Check it out, a teaser of a new high-end GTX 1080 Ti surfaced, it's the Gigabyte Aorus WaterForce Xtreme Edition. The 1080 TI Water Force Xtreme Edition features a custom PCB with VR-Link for additi... Teaser water-cooled Gigabyte Aorus WaterForce Xtreme Edition GTX 1080 Ti emerges
Who would buy this? Just one 120mm radiator jeez... TI needs at least 3x120mm for proper OC, I have 6x120mm for GPU + CPU and another 3x120mm passive and I'm still thinking about improving it.
You obviously have no idea how much heat goes from those cards, not just GPU itself. Good luck to keep it under 50C with just one radiator
I'm interested to see VRM temp. on this one.. Why are You so extreeme demanding - lol Thats not make much sense until You work in studio or something.
Well it's Guru3D and this is supposed to be enthusiast water-cooled card with pretty high price tag I mean this is like watercooling for fools. Seriously you would do better with most air cooled cards on market. One radiator has sense if you use it just for the GPU, as a hybrid cooling.
With this post I lost you, I understand what you said with previous posts but with your last you say that 1 rad is OK for 1 gpu...but..article is for 1 gpu..and as it seems it covers all PCB..: https://www.gigabyte.com/Graphics-Card/GV-N108TAORUSX-WB-11GD#kf sure it's AIO gpu watercooling for dummies* yet without reviews everything here means nothing.. * people who don't really care to build piece by piece..
My TitanXP Hybrids in SLI run at 46C both are on single rads, OC'd to 2000MHz. PUSH/PULL Config with ML120's.
Read more carefully. I said "if you use it just for the GPU". That means just the chip, with waterblock sitting just on the GPU, while cooling the rest of the card by something else (for example by air -> hybrid cooling). They cool the whole card with just one radiator, which is pointless.

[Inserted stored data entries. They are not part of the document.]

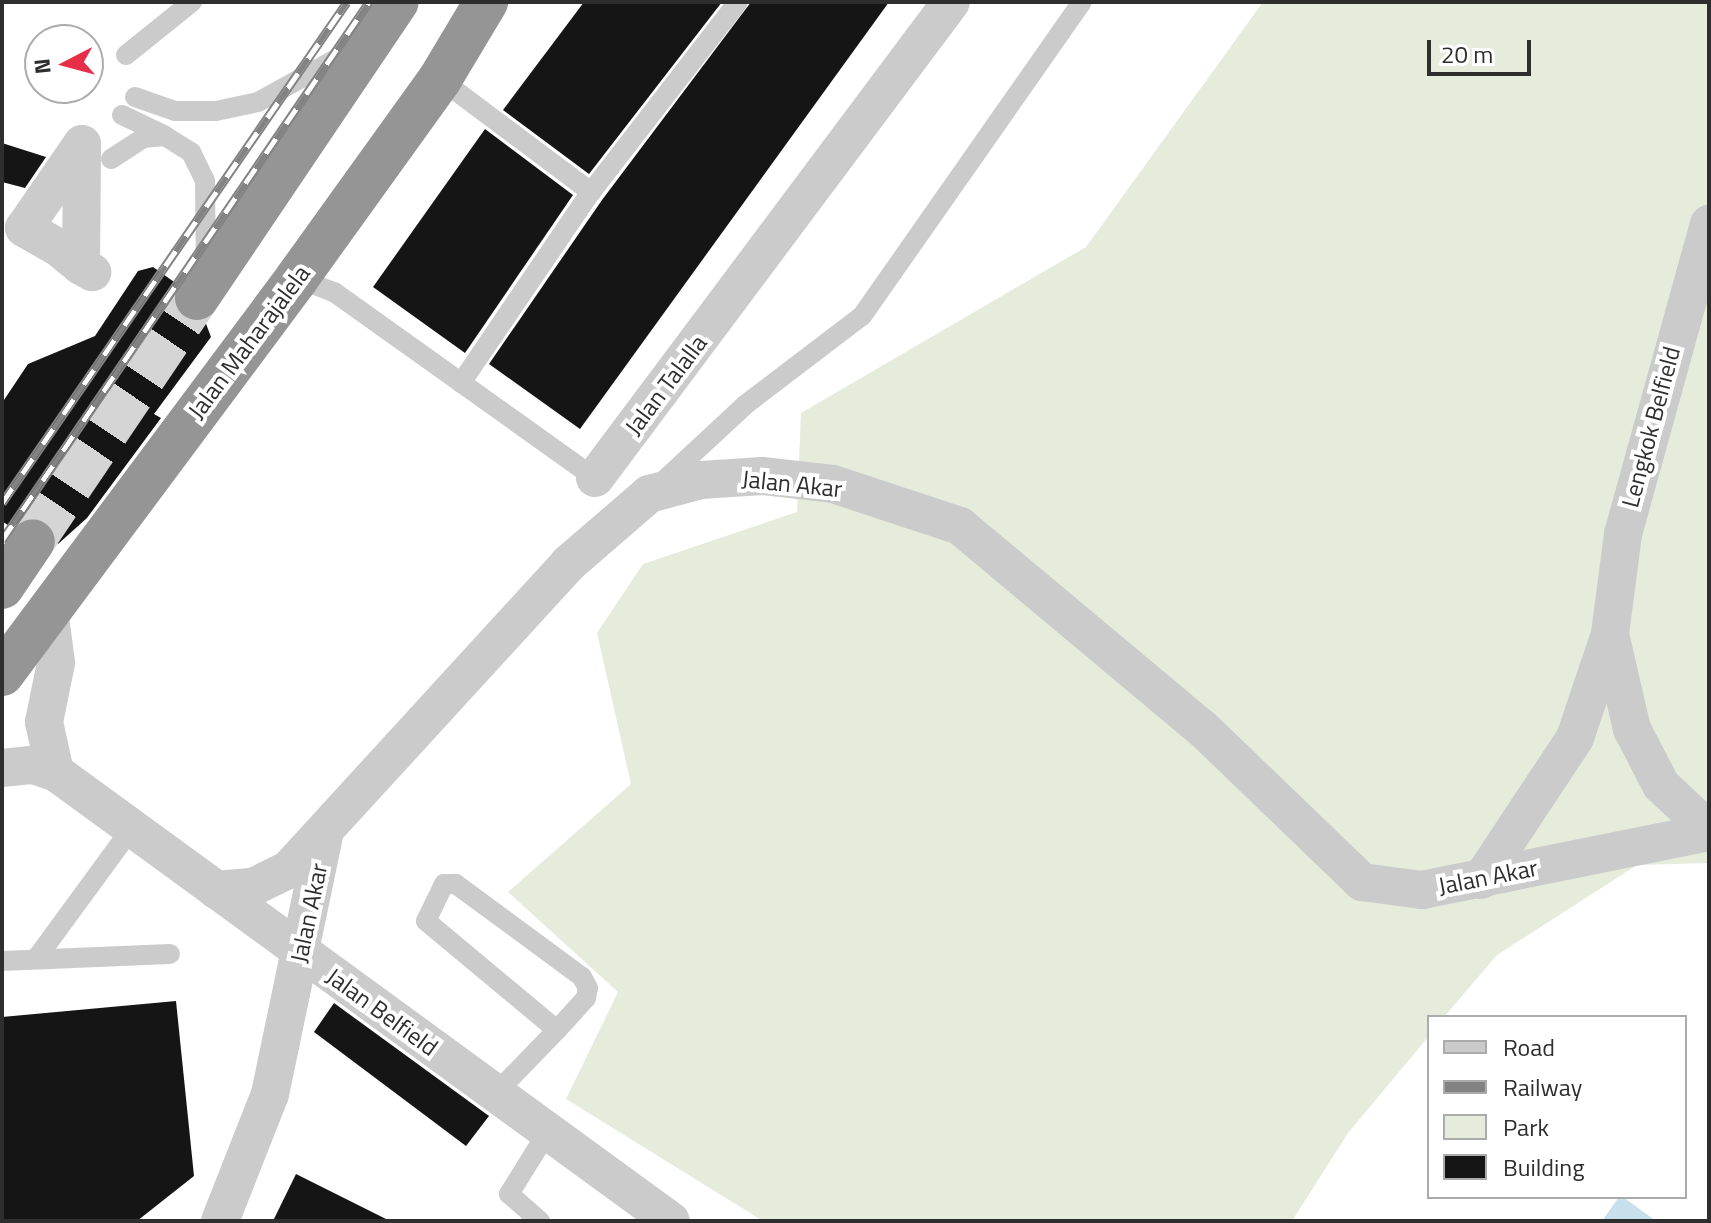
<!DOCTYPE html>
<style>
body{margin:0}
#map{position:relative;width:1711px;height:1223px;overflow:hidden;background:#fff;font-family:"Titillium Web",sans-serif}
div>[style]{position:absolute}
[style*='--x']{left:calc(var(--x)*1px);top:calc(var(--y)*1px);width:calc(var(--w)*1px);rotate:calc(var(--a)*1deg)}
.green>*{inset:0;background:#e5ecdb}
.water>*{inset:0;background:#c7e0ec}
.building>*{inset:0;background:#151515}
.highway-tunnel>*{height:44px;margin-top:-22px;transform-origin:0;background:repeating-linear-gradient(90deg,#d5d5d5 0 44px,transparent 0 66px)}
.lane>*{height:20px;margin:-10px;padding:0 10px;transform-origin:10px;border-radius:10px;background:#cbcbcb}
.street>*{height:38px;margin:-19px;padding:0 19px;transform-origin:19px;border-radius:19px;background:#cbcbcb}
.highway>*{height:44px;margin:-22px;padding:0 22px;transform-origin:22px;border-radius:22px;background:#959595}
.rail>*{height:9px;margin-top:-4.5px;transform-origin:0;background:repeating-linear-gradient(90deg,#fff 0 18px,#838383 0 36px);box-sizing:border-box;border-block:2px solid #838383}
span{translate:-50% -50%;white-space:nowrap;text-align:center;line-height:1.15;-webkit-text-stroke:8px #fff;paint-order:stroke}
.street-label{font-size:24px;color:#2e2e2e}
.frame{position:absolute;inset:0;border:4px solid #2e2e2e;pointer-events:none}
.legend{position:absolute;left:1427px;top:1015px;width:260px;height:184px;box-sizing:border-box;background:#fff;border:2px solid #ababab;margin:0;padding:10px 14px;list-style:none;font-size:24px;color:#2e2e2e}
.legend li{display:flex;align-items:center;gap:16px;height:40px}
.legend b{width:40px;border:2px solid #ababab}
.north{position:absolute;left:24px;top:24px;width:80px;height:80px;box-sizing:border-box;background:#fff;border:2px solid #ababab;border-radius:50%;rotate:264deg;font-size:22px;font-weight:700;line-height:32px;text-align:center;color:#2e2e2e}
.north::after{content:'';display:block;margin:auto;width:28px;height:36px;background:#e72e48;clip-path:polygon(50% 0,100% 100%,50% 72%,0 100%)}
.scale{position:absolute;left:1427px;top:40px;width:104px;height:36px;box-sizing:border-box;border:4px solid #2e2e2e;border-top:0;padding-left:10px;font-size:24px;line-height:28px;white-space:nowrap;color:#2e2e2e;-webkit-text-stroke:6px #fff;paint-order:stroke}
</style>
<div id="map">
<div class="green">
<div style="clip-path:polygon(1263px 2px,1709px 2px,1709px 863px,1637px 865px,1497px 955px,1444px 1017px,1429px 1017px,1429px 1036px,1348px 1133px,1292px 1221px,763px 1221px,566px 1099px,618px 992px,508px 892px,631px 784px,597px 633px,643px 564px,797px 512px,801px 413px,1086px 247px)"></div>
</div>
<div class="water">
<div style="clip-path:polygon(1619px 1197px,1623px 1197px,1656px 1221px,1602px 1221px)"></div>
</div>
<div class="building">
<div style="clip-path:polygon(584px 2px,722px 2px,589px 174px,503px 110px)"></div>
<div style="clip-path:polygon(751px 2px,889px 2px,580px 429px,489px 364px,602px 200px)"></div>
<div style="clip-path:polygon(485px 129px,573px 195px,465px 353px,373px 287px)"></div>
<div style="clip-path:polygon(2px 143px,46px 157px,25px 188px,2px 182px)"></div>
<div style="clip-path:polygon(153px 267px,177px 284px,175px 310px,184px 319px,205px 321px,211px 337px,154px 414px,161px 418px,87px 518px,58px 544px,46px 520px,23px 518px,12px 528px,2px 521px,2px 403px,28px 364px,95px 336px,138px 271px)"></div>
<div style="clip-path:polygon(176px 1001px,194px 1176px,137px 1221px,2px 1221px,2px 1017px)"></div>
<div style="clip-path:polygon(334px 1003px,489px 1116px,466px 1146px,314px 1032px)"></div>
<div style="clip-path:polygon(296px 1174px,390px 1221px,273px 1221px)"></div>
</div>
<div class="highway-tunnel">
<div style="--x:33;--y:541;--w:293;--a:-56"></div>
</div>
<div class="lane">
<div style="--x:126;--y:55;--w:85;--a:-38.8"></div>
<div style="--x:440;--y:79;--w:189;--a:36.8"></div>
<div style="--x:135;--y:97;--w:42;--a:19.3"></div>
<div style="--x:175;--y:111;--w:41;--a:0"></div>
<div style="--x:216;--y:111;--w:43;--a:-12.1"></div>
<div style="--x:258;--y:102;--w:102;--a:-28.8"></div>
<div style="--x:122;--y:115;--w:47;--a:25.5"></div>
<div style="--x:111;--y:159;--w:38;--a:-33"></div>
<div style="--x:143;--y:138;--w:22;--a:-5"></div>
<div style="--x:165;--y:136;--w:31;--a:32"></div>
<div style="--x:191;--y:152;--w:32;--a:64"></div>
<div style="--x:205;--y:181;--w:90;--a:89.4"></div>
<div style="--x:297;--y:278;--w:40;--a:21"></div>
<div style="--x:334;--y:292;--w:320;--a:35.5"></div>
<div style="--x:461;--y:383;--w:231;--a:-55.8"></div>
<div style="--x:591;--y:192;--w:240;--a:-52.3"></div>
<div style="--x:659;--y:485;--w:117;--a:-42.9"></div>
<div style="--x:745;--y:405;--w:147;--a:-37.3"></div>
<div style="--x:862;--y:316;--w:383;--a:-55"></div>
<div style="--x:36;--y:959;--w:162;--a:-53.8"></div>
<div style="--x:2;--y:961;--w:168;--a:-2.4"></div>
<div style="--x:494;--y:1095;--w:91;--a:-45.9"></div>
<div style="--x:557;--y:1030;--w:43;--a:-47.8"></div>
<div style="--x:586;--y:998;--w:10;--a:-79"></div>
<div style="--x:588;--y:988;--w:13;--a:-119"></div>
<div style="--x:582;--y:977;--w:157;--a:-143.6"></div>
<div style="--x:456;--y:884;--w:12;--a:180"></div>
<div style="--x:444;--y:884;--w:41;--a:115.9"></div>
<div style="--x:426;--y:921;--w:170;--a:39.8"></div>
<div style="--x:540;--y:1221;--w:41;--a:-138.9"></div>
<div style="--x:509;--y:1194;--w:72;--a:-58.1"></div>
</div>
<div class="street">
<div style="--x:81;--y:266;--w:122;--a:-89.5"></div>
<div style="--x:82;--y:144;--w:102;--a:124.6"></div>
<div style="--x:24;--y:228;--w:40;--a:29.7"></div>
<div style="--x:59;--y:248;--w:28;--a:39"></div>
<div style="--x:81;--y:266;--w:13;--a:29"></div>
<div style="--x:595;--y:478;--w:594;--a:-53.21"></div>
<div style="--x:49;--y:609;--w:54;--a:82.6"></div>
<div style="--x:56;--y:663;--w:60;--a:101.5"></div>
<div style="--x:44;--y:722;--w:51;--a:77.6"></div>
<div style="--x:1610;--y:634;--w:98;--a:77"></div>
<div style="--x:1632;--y:729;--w:63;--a:62.6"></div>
<div style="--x:1661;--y:785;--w:66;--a:43.2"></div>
<div style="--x:2;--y:768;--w:31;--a:-6"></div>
<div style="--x:33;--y:765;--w:23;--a:18"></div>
<div style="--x:55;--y:772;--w:762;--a:36.09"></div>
<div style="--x:1481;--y:880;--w:170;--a:-56.5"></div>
<div style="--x:1575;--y:738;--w:110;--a:-71.4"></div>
<div style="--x:1610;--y:634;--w:101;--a:-82.6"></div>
<div style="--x:1623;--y:534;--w:322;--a:-74.5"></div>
<div style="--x:216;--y:890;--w:37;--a:-5"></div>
<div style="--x:253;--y:887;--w:39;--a:-26"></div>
<div style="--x:288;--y:870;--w:415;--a:-47.5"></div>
<div style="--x:568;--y:564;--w:107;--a:-40.8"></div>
<div style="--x:649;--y:494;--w:54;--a:-15.1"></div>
<div style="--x:701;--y:480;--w:61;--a:-3.8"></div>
<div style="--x:762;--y:476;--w:71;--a:6.4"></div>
<div style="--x:833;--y:484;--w:134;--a:18.3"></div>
<div style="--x:960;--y:526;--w:317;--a:39.9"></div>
<div style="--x:1203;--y:729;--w:221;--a:43.9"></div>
<div style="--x:1362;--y:882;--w:61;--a:7.6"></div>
<div style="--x:1422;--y:890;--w:293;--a:-11.4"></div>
<div style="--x:220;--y:1221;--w:136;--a:-68.5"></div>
<div style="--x:270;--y:1094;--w:264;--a:-78.2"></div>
</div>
<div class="highway">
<div style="--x:197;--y:298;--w:357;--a:-56"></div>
<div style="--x:2;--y:587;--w:55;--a:-56"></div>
<div style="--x:2;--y:674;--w:494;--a:-53.3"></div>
<div style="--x:297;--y:278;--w:245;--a:-54.3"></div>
<div style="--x:440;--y:79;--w:90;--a:-59.1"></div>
</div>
<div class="rail">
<div style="--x:2;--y:503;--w:608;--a:-55.45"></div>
<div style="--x:2;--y:540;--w:651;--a:-55.7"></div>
</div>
<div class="street-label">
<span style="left:249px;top:342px;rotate:-53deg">Jalan Maharajalela</span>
<span style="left:666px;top:385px;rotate:-53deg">Jalan Talalla</span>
<span style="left:1651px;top:427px;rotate:-75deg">Lengkok Belfield</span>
<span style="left:792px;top:484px;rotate:6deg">Jalan Akar</span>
<span style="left:1488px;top:877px;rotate:-11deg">Jalan Akar</span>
<span style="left:309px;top:913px;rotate:-78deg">Jalan Akar</span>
<span style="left:382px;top:1012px;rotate:36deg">Jalan Belfield</span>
</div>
<div class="frame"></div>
<ul class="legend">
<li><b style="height:10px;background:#cbcbcb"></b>Road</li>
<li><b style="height:10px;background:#838383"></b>Railway</li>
<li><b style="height:22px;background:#e5ecdb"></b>Park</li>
<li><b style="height:22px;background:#151515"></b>Building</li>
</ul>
<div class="north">N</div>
<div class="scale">20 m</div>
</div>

I realize its a lot of heat, and i specifically stated you need to have a water block that covers every part. One advantage of water cooling is its space efficiency. A typical heatpipe cooler usually covers the whole surface area of the card and is 2 pcie slots deep. 3x 120mm rads is significantly larger(depending on depth). If youre warm water cooling, which is what AIO closed loops are, youll hit a size where you get diminishing returns.
To "Haste".........Nope, just nope. I had this card in the 908ti (Gigabyte Waterforce 980ti) and i had to overclock it to get it over 50F Never saw it above 60, ever, when pushed hard. 120mm single radiator is fine for 99% of people ad 99% of single card applications. Now, I also owned an R295x2. That was two R9 290x's on one PCB. It had one 120 and an extra thick radiator. It throttled pretty bad due to heat. So, I push/pulled two industrial Noctua high-pressure fans and the throttling stopped and the ass kicking began. It needed a 240, double fan radiator.